You might also want to spend a little time looking around the web to see if someone has already built your code generator for you. A quick search on Google on for "EJB Code Generator" found pages full of links to a number of different Code Generators all for EJB database access.

What is a code generator?

'Code Generator' is a generic term for a wide variety of tools. In this article it applies to a command line application that turns a definition file into one or more implementation files in some target language.

The 'definition file' is a high-level description of the code that is to be output by the code generator. It is the responsibility of the code generator to turn the definition file into 'target code', which is code that can then be used by an application to get work done. In this article the code generator application will use a set of text templates to build the 'target code'.

From this brief description you can start to see two of the key benefits of code generation. The first is the seperation between the syntax of the 'definition file' and the 'target code' output. It is very possible that the language of the 'target code' could change with no alteration to the 'definition file'. For example, while the 'target code' in this article is Ruby, it could easily by Java, C#, TCL, Perl or Python.

Second is the reusability of the 'definition file'. While it can be used to generate code, it could also be used to generate test cases, documentation, IDLs, SOAP WSDL definitions, or any number of resources that your project requires. When to generate code

When should I use code generator?

There are a couple of clues that you might want to use a code generator. One is that feeling that you get when you have done all of the necessary prototyping to make sure it can be done. Then you get that sinking feeling that all that needs to be done is a lot of typing and then you will be finished.

Another is when you find yourself doing the same thing over and over again, you should be thinking about a code generator. Computers are better at doing repetitive tasks than humans. Use the computer to your advantage and let it do your grunt work.

Both of these should give you a hint that you might want to write a small code generator to get the job done for you. Then it becomes a decision about if you can get it done faster with a generator.

Another common scenario is the support for many languages problem, your company wants to deliver an API for Java, C#, Perl, Python, Ruby, etc. While you know these languages you do not have the time to maintain an API in every one. This a great opportunity to use a code generator. Have a single set of files that describe the API at a high level, and use a code generator to build support for every language.

What can I use a code generator for?

Two common uses for code generators are database access systems and building user interfaces. Database access systems are ideal for code generation since the code for these systems tends to be redundant and somewhat complex, so you have to write lots of it and it's easy to mess up.
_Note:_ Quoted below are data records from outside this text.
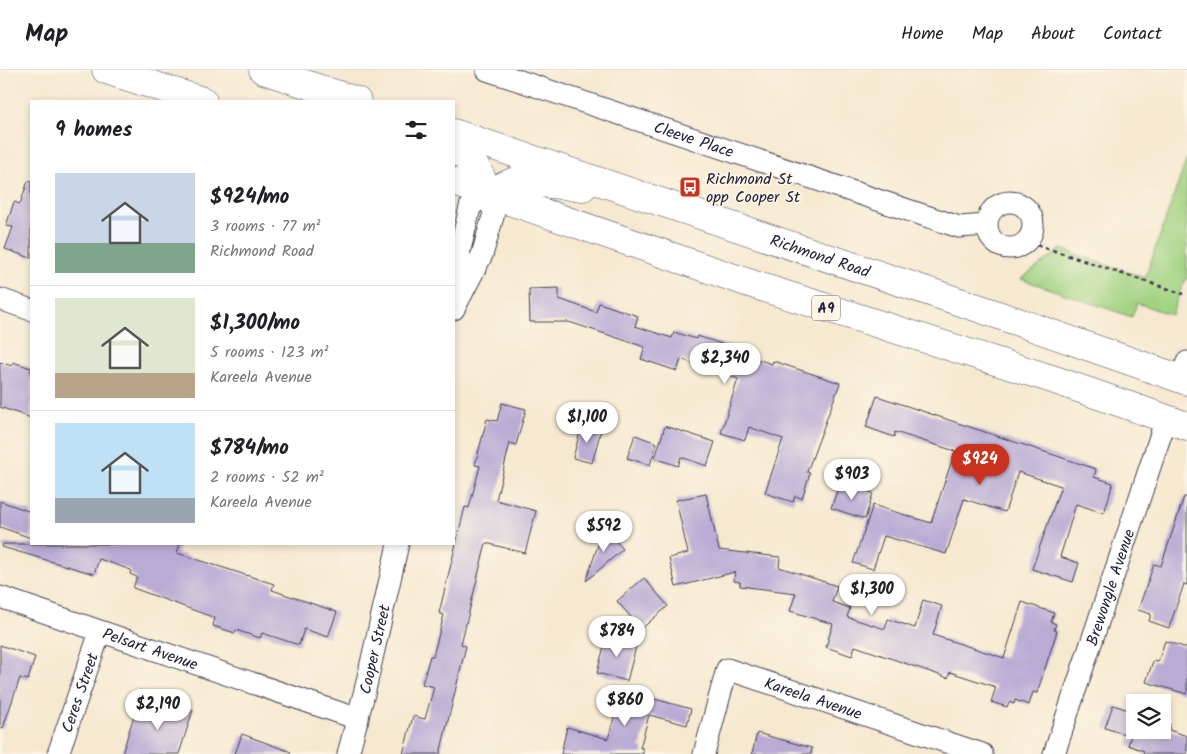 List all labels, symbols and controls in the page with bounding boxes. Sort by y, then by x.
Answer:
text: Map [25,15,68,54]
text: Home [901,20,944,49]
text: Map [972,20,1003,49]
text: About [1031,20,1075,49]
text: Contact [1103,20,1162,49]
text: 9 homes [55,114,132,147]
street label: Cleeve Place [650,115,737,165]
icon: filters [402,116,430,144]
place label: Richmond St opp Cooper St [706,167,801,210]
bus stop icon: Richmond St opp Cooper St [678,175,702,199]
text: $924/mo [210,181,289,214]
icon: home [95,193,155,253]
text: 3 rooms · 77 m² [210,214,320,239]
street label: Richmond Road [766,228,874,285]
text: Richmond Road [210,239,314,264]
road number: A9 [812,296,840,320]
text: $1,300/mo [210,307,300,340]
icon: home [95,318,155,378]
text: 5 rooms · 123 m² [210,340,329,365]
pin: $2,340 [684,342,766,385]
text: $2,340 [701,346,749,371]
text: Kareela Avenue [210,365,312,390]
pin: $1,100 [546,402,628,444]
text: $1,100 [567,405,607,430]
text: $784/mo [210,432,289,465]
icon: home [95,443,155,503]
pin: $924 [950,444,1010,486]
text: $924 [962,447,998,472]
pin: $903 [822,458,882,501]
text: $903 [835,462,869,487]
text: 2 rooms · 52 m² [210,465,324,490]
text: Kareela Avenue [210,490,312,515]
pin: $592 [574,510,634,553]
text: $592 [587,514,622,539]
street label: Brewongle Avenue [1080,526,1142,649]
pin: $1,300 [831,574,913,616]
text: $1,300 [850,577,894,602]
street label: Cooper Street [353,602,398,697]
pin: $784 [587,616,647,658]
text: $784 [599,619,635,644]
street label: Pelsart Avenue [99,622,201,678]
street label: Ceres Street [55,649,106,736]
street label: Kareela Avenue [761,671,865,727]
pin: $860 [595,684,655,727]
pin: $2,190 [117,688,199,731]
text: $860 [607,688,643,713]
text: $2,190 [136,692,180,717]
map controls [1126,694,1171,739]
button: layers [1126,694,1171,739]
The problem to solve for database access, bridging between the object world and the relational world, also tends to be fairly simple and straightforward (depending on your solution.)

User interface code also tends to be be redundant and fairly complex code, with a fairly simple purpose; getting the data out of a dialog management system into data structures and validating it. A code generator keeps the level of the detail that the programmer needs to work at high, simply connecting user interface elements to screen design, then doing all the grunt work for them. In addition a code generator can generate screens or markup on a variety of platforms.

Code generation can also be used for building unit tests, building glue code, and many other systems to solve a wide variety of problems. Using some of the heuristics mentioned above can give you a clue about when a code generator could be useful to you.

What does the architecture of the code generator look like?

The code generator presented here is a fairly simple black box. Coming in the input side is a definition file, and coming out the output side are the 'target code' files. If you look inside the box you will see it has a few small implementation files, and then template files. The implmentation files chew through the input, and invoke the templates to create text blocks that are dumped into the output files.

How to write templates

Templates are at the core of an template-driven code generator. The better the templating language easier it is to build more intelligent templates. In fact, for one job I built templates using HTML::Mason, an extremely powerful Perl markup language.

There is no one tried and true process to create the templates, but here is a process that works well for me.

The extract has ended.